By J. DeVoy
In a recent e-mail sent to graduating 3Ls at SUNY-Buffalo Law School, the school’s administration alluded to filing character and fitness complaints against students who are savvy with their graduation tickets. (Emphasis and editor’s notes added.)
From: “Saran, Melinda” saran@buffalo.edu
To: [UB3L]@buffalo.edu
Sent: Thu 02/25/10 9:56 AM
Subject: Fwd: Commencement cap & gown order deadline is March 2nd!This message is being sent to all 3L and LLM students
Caps & Gowns
The deadline for ordering you [sic] tam, gown and hood (for rental) is next Wednesday, March 3, 2010. Orders are taken at the University Bookstore. The Bookstore will not guarantee tam hats on any orders after March 2nd. You may pickup [sic] your caps and gowns beginning on April 20th.
Tickets
Commencement tickets will be limited to six (6) tickets per graduating student. With the number of tickets and the gradates [sic], we fill the Mainstage Theater. NO EXTRA TICKETS ARE AVAILABLE!!!
If you need more than six tickets you can also ask other students who are not attending or do not need all seven tickets. We will not have a wait list or any extra tickers. No ‘scalping’ or counterfeit tickets will be allowed. Such behavior will be reportable to the Character and Fitness committee.
Tickets will not be distributed until April. Each graduating student will have an envelopewith [sic] her or his tickets inside. We will let you know when the tickets have arrived and are ready for distribution.
A tacit threat by a velvet-gloved iron fist?

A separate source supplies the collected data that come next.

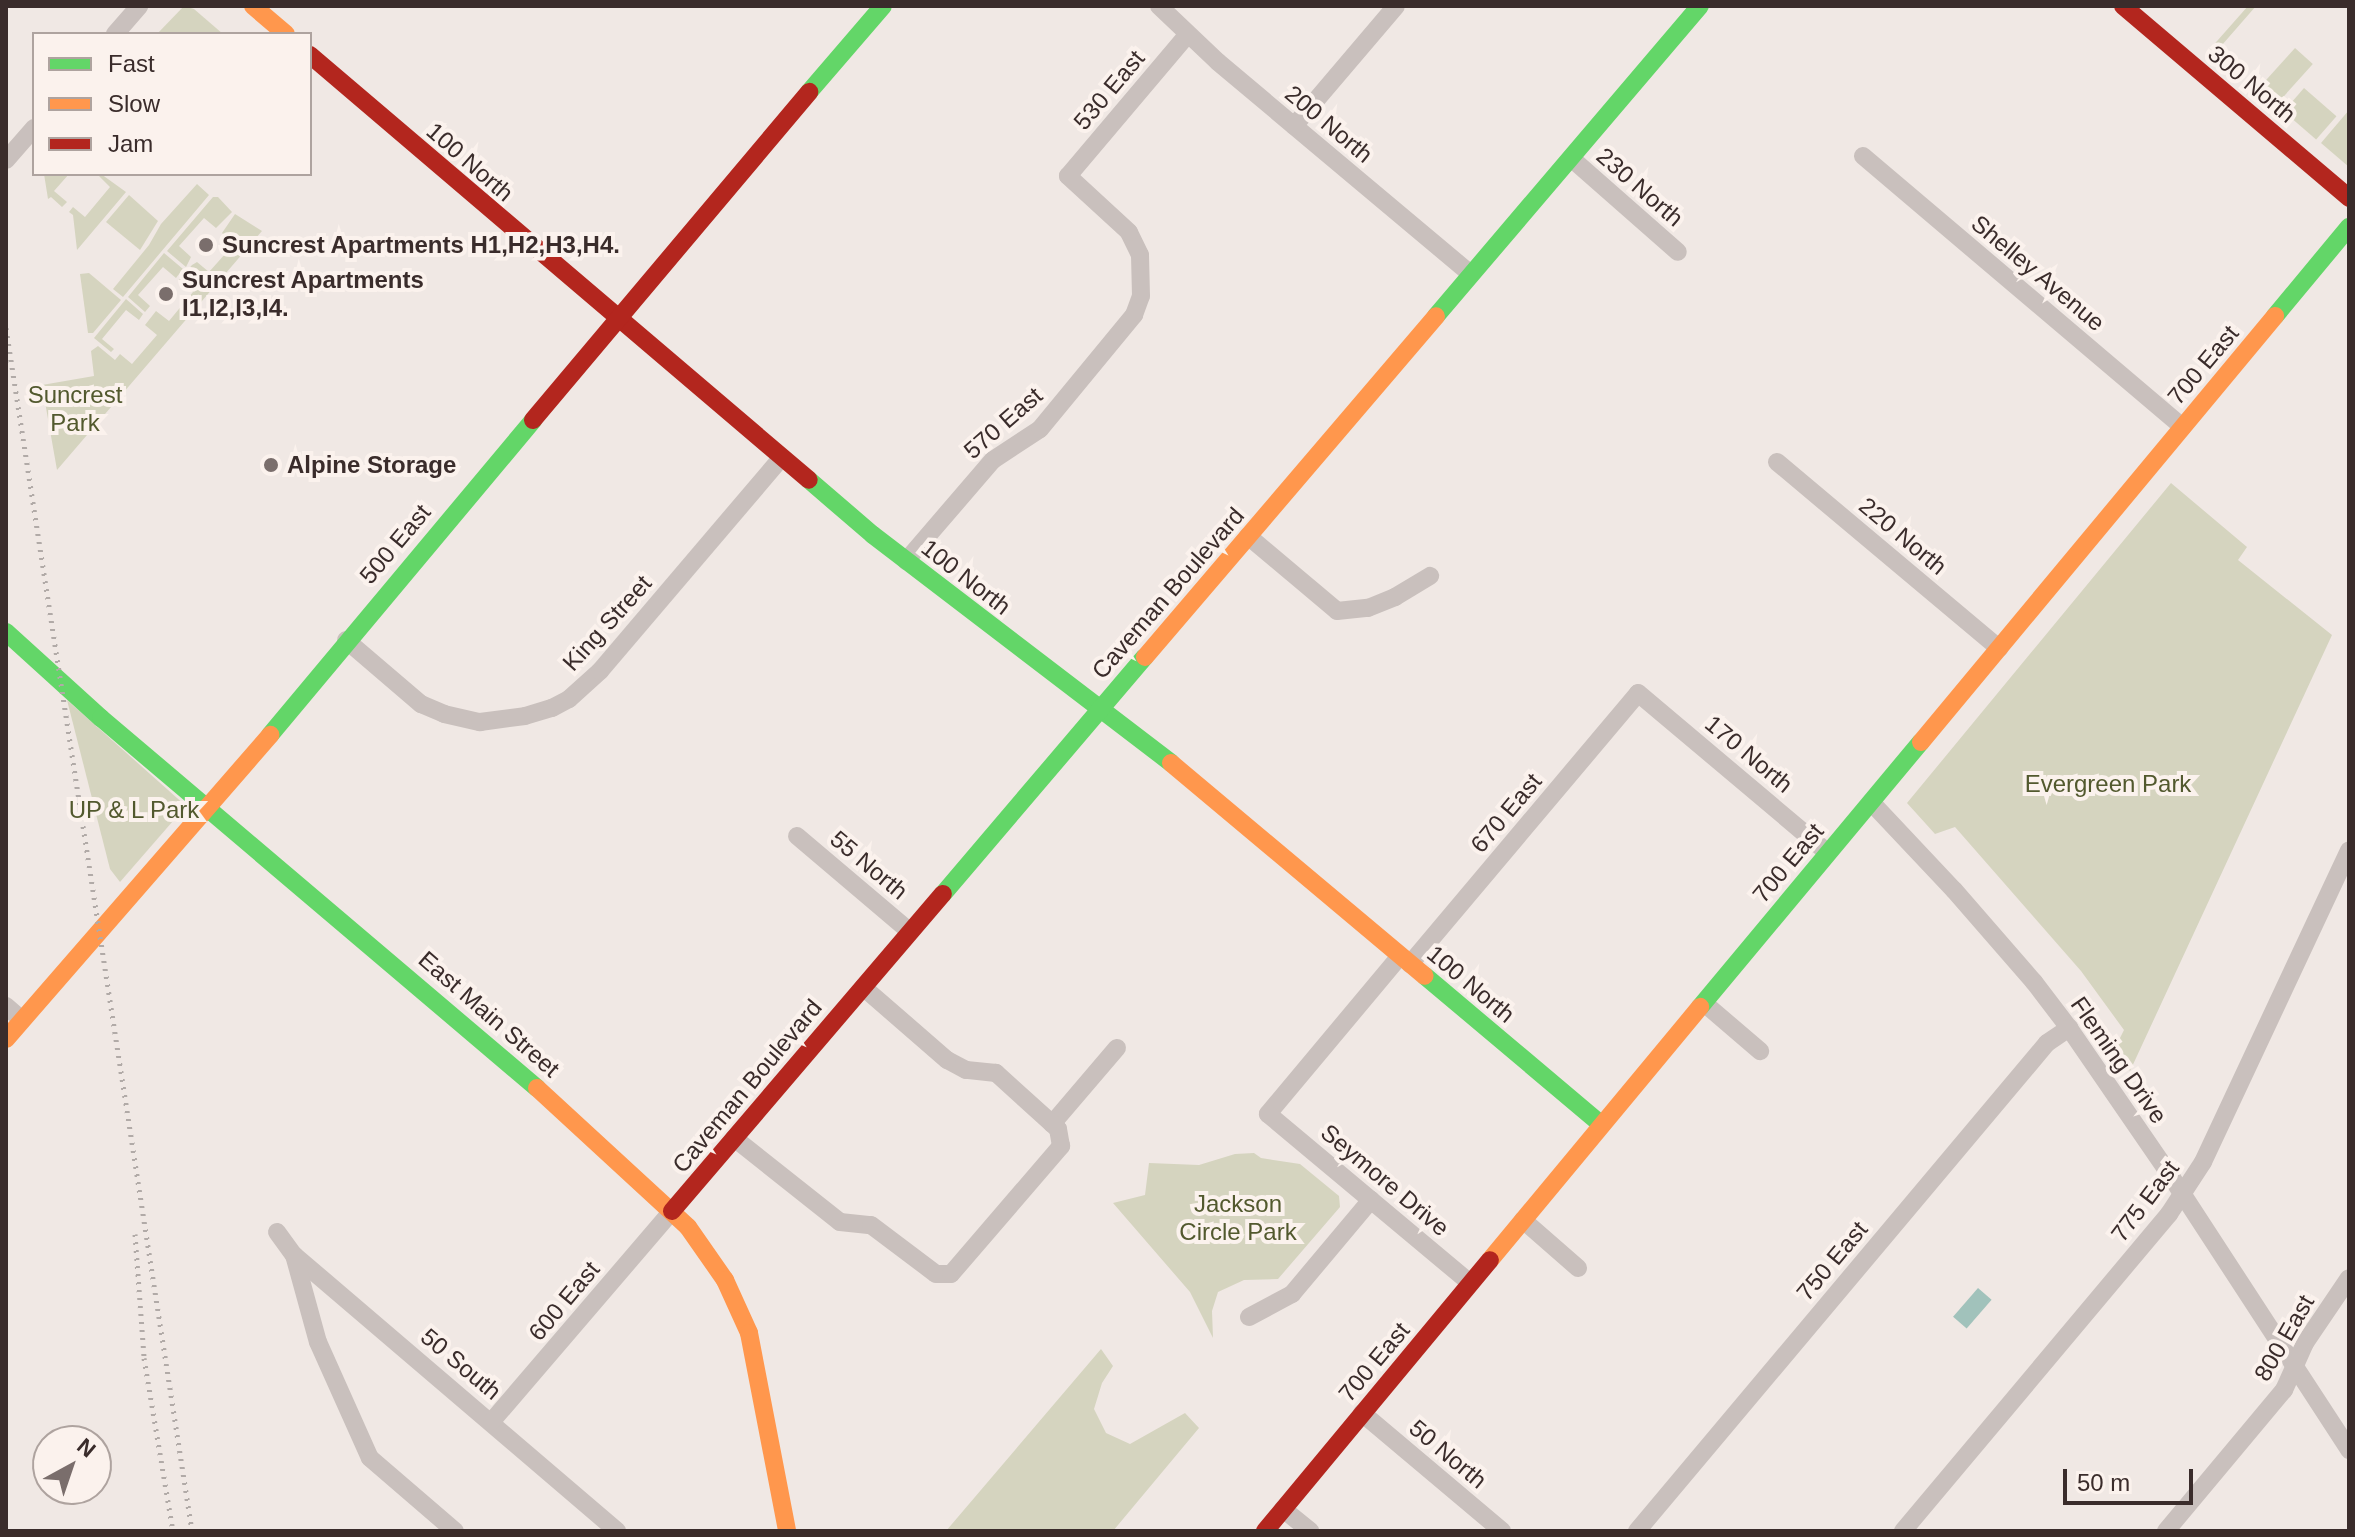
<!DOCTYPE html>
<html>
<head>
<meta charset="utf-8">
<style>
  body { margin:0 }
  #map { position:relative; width:2355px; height:1537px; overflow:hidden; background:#f0e8e4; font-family:Helvetica,sans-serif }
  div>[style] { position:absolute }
  .green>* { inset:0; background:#d5d4bf; transform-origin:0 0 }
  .water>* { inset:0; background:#a1c2bb; transform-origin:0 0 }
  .street>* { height:18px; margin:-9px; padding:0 9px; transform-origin:9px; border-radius:9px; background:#c9c0bd }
  .fast>* { height:18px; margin:-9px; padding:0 9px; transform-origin:9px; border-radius:9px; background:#63d668 }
  .slow>* { height:18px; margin:-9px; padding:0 9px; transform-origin:9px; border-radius:9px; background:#ff974d }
  .jam>* { height:18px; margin:-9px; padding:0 9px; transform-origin:9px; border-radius:9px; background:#b3261e }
  .rail>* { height:5px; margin-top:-2.5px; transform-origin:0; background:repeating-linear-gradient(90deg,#b1aaa7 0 2px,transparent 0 8px) }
  .dots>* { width:22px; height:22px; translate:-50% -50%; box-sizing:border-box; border:4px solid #fbf2ed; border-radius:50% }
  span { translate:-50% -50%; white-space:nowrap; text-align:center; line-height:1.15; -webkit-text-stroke:8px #fbf2ed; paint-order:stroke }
  .street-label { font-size:24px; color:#3a2c2b }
  .poi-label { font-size:24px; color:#3a2c2b; font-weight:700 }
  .left { translate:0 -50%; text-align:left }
  .park-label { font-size:24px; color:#52592e }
  .frame { position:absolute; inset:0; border:8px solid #3a2c2b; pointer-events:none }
  .legend { position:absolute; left:32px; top:32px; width:280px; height:144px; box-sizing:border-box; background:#fbf2ed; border:2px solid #aea39f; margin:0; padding:10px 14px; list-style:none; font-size:24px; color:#3a2c2b }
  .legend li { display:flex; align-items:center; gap:16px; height:40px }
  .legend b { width:40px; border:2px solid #aea39f }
  .north { position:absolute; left:32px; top:1425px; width:80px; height:80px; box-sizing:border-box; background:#fbf2ed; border:2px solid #aea39f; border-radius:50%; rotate:40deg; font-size:22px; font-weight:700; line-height:32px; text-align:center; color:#3a2c2b }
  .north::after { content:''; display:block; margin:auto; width:28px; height:36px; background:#7a6e6c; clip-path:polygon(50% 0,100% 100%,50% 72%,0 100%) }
  .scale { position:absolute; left:2063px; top:1469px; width:130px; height:36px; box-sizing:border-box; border:4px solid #3a2c2b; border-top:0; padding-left:10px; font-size:24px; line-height:28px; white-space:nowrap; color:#3a2c2b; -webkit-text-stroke:6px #fbf2ed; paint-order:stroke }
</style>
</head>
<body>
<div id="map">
  <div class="green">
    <div style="clip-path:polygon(184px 6px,194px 9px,223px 34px,157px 34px)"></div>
    <div style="clip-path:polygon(2248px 6px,2256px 6px,2222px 45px,2227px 53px,2225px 61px,2210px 49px)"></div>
    <div style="left:2295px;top:48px;width:24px;height:55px;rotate:42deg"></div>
    <div style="left:2304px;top:88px;width:43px;height:31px;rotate:41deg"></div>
    <div style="clip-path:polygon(2349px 110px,2349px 167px,2321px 143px)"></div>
    <div style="clip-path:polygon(44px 174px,69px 174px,54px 191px,67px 202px,62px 207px,51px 197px,48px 199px)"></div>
    <div style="clip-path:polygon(101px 174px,126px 192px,77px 250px,73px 215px,69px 212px,73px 207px,85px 217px,110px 187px,99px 176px)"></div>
    <div style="clip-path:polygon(197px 184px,209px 195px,123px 297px,113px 289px,149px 245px,161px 224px)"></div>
    <div style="clip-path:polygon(129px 195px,158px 221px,140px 250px,106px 222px)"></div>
    <div style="clip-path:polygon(213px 197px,218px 197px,232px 212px,216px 228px,204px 218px,179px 246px,191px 257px,186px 267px,167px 251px)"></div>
    <div style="clip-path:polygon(235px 214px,262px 231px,57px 470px,42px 385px,94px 376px,91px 351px,98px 346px,115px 360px,120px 354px,132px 364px,157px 335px,145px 325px,156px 311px,169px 321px,193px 292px,179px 280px,192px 265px,197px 262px,209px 272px,234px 244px,222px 233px)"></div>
    <div style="clip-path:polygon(164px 253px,183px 269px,176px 278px,163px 267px,138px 295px,150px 306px,145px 312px,128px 297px)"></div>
    <div style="clip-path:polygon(89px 273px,121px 300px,93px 333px,88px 333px,80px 274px)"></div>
    <div style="clip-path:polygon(126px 299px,143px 314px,139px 320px,126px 310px,102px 339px,114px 349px,111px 352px,94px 338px)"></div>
    <div style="clip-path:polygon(2171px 483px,2247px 547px,2238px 560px,2332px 635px,2130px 1071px,2115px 1048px,2124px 1030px,2081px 971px,1955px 827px,1935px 834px,1907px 803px)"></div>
    <div style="clip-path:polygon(67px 700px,186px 806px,120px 882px,110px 869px)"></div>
    <div style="clip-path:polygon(1254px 1153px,1261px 1158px,1300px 1164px,1339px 1196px,1340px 1207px,1278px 1279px,1244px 1280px,1218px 1292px,1212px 1311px,1213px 1338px,1190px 1292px,1113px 1203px,1145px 1195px,1149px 1163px,1199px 1165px,1235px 1154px)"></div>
    <div style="clip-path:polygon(1101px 1349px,1113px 1366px,1102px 1383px,1094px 1409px,1106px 1433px,1130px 1444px,1185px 1413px,1199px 1428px,1113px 1531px,946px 1531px)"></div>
  </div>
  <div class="water">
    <div style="left:1978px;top:1288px;width:18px;height:38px;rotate:41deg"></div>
  </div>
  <div class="street">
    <div style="left:1159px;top:6px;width:81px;rotate:43.5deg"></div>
    <div style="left:1218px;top:62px;width:330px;rotate:40deg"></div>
    <div style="left:115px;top:34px;width:37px;rotate:-49deg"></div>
    <div style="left:1294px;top:126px;width:157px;rotate:-49.6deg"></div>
    <div style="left:1863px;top:156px;width:419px;rotate:40.3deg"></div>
    <div style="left:1571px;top:158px;width:142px;rotate:41.3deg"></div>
    <div style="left:6px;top:160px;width:43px;rotate:-48.8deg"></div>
    <div style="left:1777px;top:462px;width:290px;rotate:40deg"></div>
    <div style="left:1248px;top:536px;width:116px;rotate:40.1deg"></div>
    <div style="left:1337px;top:611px;width:31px;rotate:-6deg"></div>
    <div style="left:1368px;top:608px;width:29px;rotate:-22deg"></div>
    <div style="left:1395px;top:597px;width:41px;rotate:-31deg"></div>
    <div style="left:906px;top:561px;width:133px;rotate:-49.3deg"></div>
    <div style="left:993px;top:460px;width:56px;rotate:-33.4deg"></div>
    <div style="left:1040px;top:429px;width:148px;rotate:-50.5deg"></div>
    <div style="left:1134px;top:315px;width:20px;rotate:-70deg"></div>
    <div style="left:1141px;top:296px;width:41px;rotate:-91.4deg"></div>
    <div style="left:1140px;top:255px;width:25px;rotate:-116deg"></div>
    <div style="left:1129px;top:232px;width:83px;rotate:-137.4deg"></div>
    <div style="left:1068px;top:176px;width:185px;rotate:-49.8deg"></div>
    <div style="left:346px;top:640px;width:99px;rotate:40.5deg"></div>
    <div style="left:421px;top:704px;width:25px;rotate:23deg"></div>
    <div style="left:444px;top:714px;width:37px;rotate:13deg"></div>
    <div style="left:480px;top:722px;width:45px;rotate:-7.6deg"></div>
    <div style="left:525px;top:716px;width:28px;rotate:-17deg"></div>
    <div style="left:552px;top:708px;width:19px;rotate:-28deg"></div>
    <div style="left:569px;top:699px;width:42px;rotate:-42.1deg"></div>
    <div style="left:600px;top:671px;width:280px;rotate:-49.6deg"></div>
    <div style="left:1871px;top:802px;width:121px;rotate:46.7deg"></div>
    <div style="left:1954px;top:890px;width:122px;rotate:49deg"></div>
    <div style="left:2034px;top:982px;width:58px;rotate:52.7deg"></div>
    <div style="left:2069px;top:1028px;width:182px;rotate:55.5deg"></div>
    <div style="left:2172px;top:1178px;width:325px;rotate:56.9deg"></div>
    <div style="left:797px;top:836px;width:148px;rotate:40.3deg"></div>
    <div style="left:1400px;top:956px;width:206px;rotate:129.9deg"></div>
    <div style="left:1268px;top:1114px;width:263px;rotate:39.9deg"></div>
    <div style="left:1410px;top:964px;width:354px;rotate:-49.9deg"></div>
    <div style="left:1638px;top:693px;width:248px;rotate:40.1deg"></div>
    <div style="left:1704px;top:1003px;width:74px;rotate:40.6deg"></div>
    <div style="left:6px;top:1006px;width:21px;rotate:41deg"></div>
    <div style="left:1052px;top:1124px;width:100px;rotate:-49.5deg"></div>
    <div style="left:734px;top:1138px;width:135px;rotate:38.4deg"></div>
    <div style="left:840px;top:1222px;width:31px;rotate:6deg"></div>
    <div style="left:871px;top:1225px;width:81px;rotate:37deg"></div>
    <div style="left:936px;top:1274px;width:15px"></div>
    <div style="left:951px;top:1274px;width:169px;rotate:-49.3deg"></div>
    <div style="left:1061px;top:1146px;width:17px;rotate:-100deg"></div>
    <div style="left:1058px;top:1129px;width:84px;rotate:-137.9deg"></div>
    <div style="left:996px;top:1073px;width:30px;rotate:-174deg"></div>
    <div style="left:966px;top:1070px;width:21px;rotate:-152deg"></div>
    <div style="left:947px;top:1060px;width:111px;rotate:-139deg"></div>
    <div style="left:1523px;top:1220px;width:73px;rotate:41.1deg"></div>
    <div style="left:277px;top:1232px;width:29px;rotate:54deg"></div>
    <div style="left:294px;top:1255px;width:425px;rotate:40.5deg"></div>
    <div style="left:294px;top:1255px;width:90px;rotate:74.6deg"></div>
    <div style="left:318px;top:1342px;width:127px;rotate:65.9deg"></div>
    <div style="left:370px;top:1458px;width:112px;rotate:40.7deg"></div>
    <div style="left:1249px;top:1317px;width:49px;rotate:-28.1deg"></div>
    <div style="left:1292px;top:1294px;width:123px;rotate:-50deg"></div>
    <div style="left:1362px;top:1413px;width:183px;rotate:40.1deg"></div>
    <div style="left:492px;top:1421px;width:277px;rotate:-49.4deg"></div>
    <div style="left:1283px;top:1509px;width:35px;rotate:39deg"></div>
    <div style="left:1637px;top:1531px;width:637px;rotate:-49.96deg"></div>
    <div style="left:2047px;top:1043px;width:27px;rotate:-34deg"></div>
    <div style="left:1903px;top:1531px;width:414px;rotate:-50deg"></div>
    <div style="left:2169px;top:1214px;width:62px;rotate:-56.8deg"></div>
    <div style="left:2203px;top:1162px;width:344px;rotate:-64.9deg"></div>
    <div style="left:2166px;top:1531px;width:184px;rotate:-50.1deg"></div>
    <div style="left:2284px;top:1390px;width:51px;rotate:-65.9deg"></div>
    <div style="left:2305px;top:1343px;width:78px;rotate:-55.9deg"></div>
  </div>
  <div class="fast">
    <div style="left:809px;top:92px;width:113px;rotate:-49.3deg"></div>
    <div style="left:1436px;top:316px;width:407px;rotate:-49.6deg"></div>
    <div style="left:2275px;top:316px;width:116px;rotate:-50.3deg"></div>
    <div style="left:809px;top:480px;width:84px;rotate:40.7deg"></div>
    <div style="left:873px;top:535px;width:375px;rotate:37.4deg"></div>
    <div style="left:6px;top:632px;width:128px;rotate:42.2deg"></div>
    <div style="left:101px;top:718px;width:572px;rotate:40.32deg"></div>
    <div style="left:270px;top:735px;width:410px;rotate:-50.1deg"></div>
    <div style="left:943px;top:894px;width:311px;rotate:-49.6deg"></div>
    <div style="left:1425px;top:976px;width:231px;rotate:40.1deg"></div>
    <div style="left:1700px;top:1007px;width:345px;rotate:-50.2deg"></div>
  </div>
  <div class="slow">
    <div style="left:253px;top:6px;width:43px;rotate:40.3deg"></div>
    <div style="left:1145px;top:657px;width:448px;rotate:-49.5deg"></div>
    <div style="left:1921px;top:742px;width:554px;rotate:-50.27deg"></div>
    <div style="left:1171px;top:763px;width:331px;rotate:40deg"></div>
    <div style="left:6px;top:1039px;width:403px;rotate:-49deg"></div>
    <div style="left:537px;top:1088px;width:205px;rotate:42.6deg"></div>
    <div style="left:688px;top:1227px;width:65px;rotate:55.1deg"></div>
    <div style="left:725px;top:1280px;width:58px;rotate:65.6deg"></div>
    <div style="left:749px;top:1333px;width:202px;rotate:79.1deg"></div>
    <div style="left:1490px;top:1260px;width:329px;rotate:-50.3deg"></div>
  </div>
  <div class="jam">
    <div style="left:2123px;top:6px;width:297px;rotate:40.3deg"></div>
    <div style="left:310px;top:55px;width:655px;rotate:40.42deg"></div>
    <div style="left:533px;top:420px;width:429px;rotate:-49.9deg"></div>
    <div style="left:672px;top:1211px;width:417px;rotate:-49.5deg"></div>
    <div style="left:1265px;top:1531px;width:352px;rotate:-50.3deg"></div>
  </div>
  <div class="rail">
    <div style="left:6px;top:328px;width:1217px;rotate:81.21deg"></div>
    <div style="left:135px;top:1234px;width:124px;rotate:85.8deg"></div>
    <div style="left:144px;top:1358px;width:175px;rotate:80.5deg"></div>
  </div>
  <div class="dots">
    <div style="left:206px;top:245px;background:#7a6e6c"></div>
    <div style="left:166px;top:294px;background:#7a6e6c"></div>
    <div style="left:271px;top:465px;background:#7a6e6c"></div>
  </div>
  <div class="street-label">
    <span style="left:2252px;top:84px;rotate:40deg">300 North</span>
    <span style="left:1109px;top:90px;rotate:-50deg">530 East</span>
    <span style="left:1329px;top:124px;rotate:40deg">200 North</span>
    <span style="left:470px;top:162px;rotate:41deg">100 North</span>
    <span style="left:1640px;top:187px;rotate:41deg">230 North</span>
    <span style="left:2038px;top:273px;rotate:40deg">Shelley Avenue</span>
    <span style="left:2203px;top:365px;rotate:-50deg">700 East</span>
    <span style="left:1003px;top:423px;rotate:-41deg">570 East</span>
    <span style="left:1903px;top:536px;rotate:40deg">220 North</span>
    <span style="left:395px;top:544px;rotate:-50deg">500 East</span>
    <span style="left:966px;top:577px;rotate:38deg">100 North</span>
    <span style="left:1168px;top:593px;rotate:-49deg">Caveman Boulevard</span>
    <span style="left:607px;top:623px;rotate:-48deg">King Street</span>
    <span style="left:1749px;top:754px;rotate:40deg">170 North</span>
    <span style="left:1506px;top:813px;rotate:-50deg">670 East</span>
    <span style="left:1788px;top:863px;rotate:-50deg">700 East</span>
    <span style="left:869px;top:865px;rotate:40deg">55 North</span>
    <span style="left:1471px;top:984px;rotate:40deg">100 North</span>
    <span style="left:489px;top:1014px;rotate:41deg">East Main Street</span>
    <span style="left:2119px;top:1060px;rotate:55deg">Fleming Drive</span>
    <span style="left:747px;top:1086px;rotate:-50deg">Caveman Boulevard</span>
    <span style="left:1385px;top:1180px;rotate:40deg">Seymore Drive</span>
    <span style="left:2145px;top:1201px;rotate:-53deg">775 East</span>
    <span style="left:1832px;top:1261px;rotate:-50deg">750 East</span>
    <span style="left:564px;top:1301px;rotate:-50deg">600 East</span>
    <span style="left:2284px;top:1338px;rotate:-60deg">800 East</span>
    <span style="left:1374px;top:1362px;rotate:-50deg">700 East</span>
    <span style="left:461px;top:1364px;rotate:40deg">50 South</span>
    <span style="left:1448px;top:1454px;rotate:40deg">50 North</span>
  </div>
  <div class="poi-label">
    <span class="left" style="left:222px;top:245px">Suncrest Apartments H1,H2,H3,H4.</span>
    <span class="left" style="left:182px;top:294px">Suncrest Apartments<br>I1,I2,I3,I4.</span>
    <span class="left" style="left:287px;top:465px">Alpine Storage</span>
  </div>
  <div class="park-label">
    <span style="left:75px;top:409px">Suncrest<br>Park</span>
    <span style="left:2108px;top:784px">Evergreen Park</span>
    <span style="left:134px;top:810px">UP &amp; L Park</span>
    <span style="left:1238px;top:1218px">Jackson<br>Circle Park</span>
  </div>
  <div class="frame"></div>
  <ul class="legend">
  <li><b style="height:10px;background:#63d668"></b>Fast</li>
  <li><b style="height:10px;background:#ff974d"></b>Slow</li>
  <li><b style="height:10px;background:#b3261e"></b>Jam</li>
  </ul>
  <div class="north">N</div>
  <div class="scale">50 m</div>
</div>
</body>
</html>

Note the e-mail’s Reaganesque use of passive voice about “reportable” behavior.
Sanctions for counterfeiting tickets are understandable, as it’s obviously deceitful conduct. Rolling it in with scalping, though, becomes more problematic. New York state law specifically allows the resale of tickets for whatever value the market will bear. Ironically, in one of the few arenas where New York promotes a free market, the state’s lone public law school wants to inhibit it.
Times are hard for law students everywhere. Here, though, the law school that has taken students’ money for three years is threatening to subterfuge their careers for engaging in a legal activity. As if the legal market and broader economy of upstate New York isn’t bad enough, graduating UB 3Ls have the pendulum of a character and fitness complaint swinging above them for trying to monetize a valuable commodity — lawfully!
One would hope that students are civil with one another regarding something as important as graduation tickets. But, considering how current 3Ls are wont to fight like sharks over the skeletal whale carcass of economic opportunity, anything is possible. Nevertheless, this punishment does not fit the crime; it’s unseemly for a school to threaten its own students’ careers like this.